If you are heading to the tropics, there are some things you can do to extend the life of your sail. Many tropics bound sailors will ask that their sailmaker use PTFE thread. PTFE is an acronym for Polytetrafluoroethylene which is essentially teflon and the yarns that result are very UV resistant and also because they are quite slippery, they are also chafe resistant. Many sailmakers sew UV sunshields and patches with PTFE thread, but it’s not a bad idea to have your whole sail sewn with the thread. The alternative is to ask your sailmaker to use a heavier yarn for sewing your sails. Because heavier yarns have more mass they are able to withstand more UV and chafe before losing their strength.
To decide what the right mainsail is for you and your sailing plans take a long hard look at your priorities. If performance is near the top of your list then maybe a conventional main with a decent size roach and a set of lazy jacks is for you. If convenience is king then an in-mast furling main may just be the ticket. As with all your sails much of the success of how each sail will perform is up to how skilled you are at getting the most out of it and this most definitely applies to your mainsail.

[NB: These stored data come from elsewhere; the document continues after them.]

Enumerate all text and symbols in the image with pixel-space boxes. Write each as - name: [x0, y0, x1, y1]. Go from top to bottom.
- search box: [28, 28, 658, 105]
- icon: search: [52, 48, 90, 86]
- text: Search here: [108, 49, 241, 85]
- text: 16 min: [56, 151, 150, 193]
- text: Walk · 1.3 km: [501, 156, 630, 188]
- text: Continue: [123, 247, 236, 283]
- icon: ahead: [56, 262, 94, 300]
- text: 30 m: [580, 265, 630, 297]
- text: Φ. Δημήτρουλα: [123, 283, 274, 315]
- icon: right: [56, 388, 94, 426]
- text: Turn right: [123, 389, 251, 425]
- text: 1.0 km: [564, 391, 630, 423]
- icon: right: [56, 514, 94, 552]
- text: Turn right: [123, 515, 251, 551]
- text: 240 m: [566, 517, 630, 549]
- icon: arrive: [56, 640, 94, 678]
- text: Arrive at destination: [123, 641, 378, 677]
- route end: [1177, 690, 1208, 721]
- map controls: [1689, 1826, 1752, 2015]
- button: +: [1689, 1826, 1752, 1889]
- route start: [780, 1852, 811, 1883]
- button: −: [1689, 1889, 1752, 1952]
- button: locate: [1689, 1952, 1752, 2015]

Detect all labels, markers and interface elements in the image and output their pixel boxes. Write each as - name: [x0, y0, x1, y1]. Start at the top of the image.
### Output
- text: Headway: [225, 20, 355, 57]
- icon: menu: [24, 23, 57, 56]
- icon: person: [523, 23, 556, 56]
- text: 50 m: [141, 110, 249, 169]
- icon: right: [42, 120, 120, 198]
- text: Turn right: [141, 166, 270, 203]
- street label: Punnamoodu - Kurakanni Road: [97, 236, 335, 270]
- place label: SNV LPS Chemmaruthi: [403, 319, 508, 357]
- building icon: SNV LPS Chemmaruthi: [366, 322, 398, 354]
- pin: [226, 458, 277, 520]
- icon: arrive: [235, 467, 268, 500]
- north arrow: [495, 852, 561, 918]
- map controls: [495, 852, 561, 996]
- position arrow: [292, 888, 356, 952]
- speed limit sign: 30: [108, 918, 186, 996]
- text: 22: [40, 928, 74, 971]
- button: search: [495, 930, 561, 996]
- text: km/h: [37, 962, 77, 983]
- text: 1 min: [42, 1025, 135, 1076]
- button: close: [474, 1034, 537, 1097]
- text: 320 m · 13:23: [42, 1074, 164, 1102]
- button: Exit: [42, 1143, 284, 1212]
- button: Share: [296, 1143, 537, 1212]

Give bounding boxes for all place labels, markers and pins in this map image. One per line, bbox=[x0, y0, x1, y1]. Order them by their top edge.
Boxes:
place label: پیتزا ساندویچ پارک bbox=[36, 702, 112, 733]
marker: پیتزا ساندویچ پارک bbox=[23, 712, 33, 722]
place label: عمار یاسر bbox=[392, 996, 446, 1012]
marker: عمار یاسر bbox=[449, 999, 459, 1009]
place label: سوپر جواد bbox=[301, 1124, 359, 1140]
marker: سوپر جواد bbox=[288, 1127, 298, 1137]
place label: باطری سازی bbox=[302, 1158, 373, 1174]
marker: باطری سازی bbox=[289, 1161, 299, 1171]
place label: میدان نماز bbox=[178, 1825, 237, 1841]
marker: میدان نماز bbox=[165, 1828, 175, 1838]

Brian Hancock is a sailmaker, author, lecturer and veteran offshore sailor and racer. He lives in Marblehead, Mass.
PERSONAL ANECDOTE
In 1999, I sailed a well-appointed 44-foot cruising yacht from Newport, Rhode Island, to the Azores. The yacht was equipped with electric winches, a spacious galley, a push-button flushing head and an in-mast furling system. It was, to say the least, heavily reliant on electrical power. Three days into the passage, however, the whole charging system collapsed, and my crew and I (we were sailing double-handed) had to rely on alternative means to manage the boat. In addition to not having electric winches, which was certainly not a problem, we lost all the food in the freezer and could not use the stove because the gas shut-off sensor relied on electricity for it to function. Worst of all, the automatic in-mast furling system did not work because it was electrically driven and all reefing and unreefing had to be done with a small hand-crank that was attached to the mandrel. 300 turns of the crank would reduce the sail area by about 20 percent. We perfected the process by making sure that there was absolutely no friction on the sail where it entered the mast cavity. We also made sure that we reduced sail well in advance of approaching wind. It was an excellent lesson in remembering that sometimes simplicity is the best solution.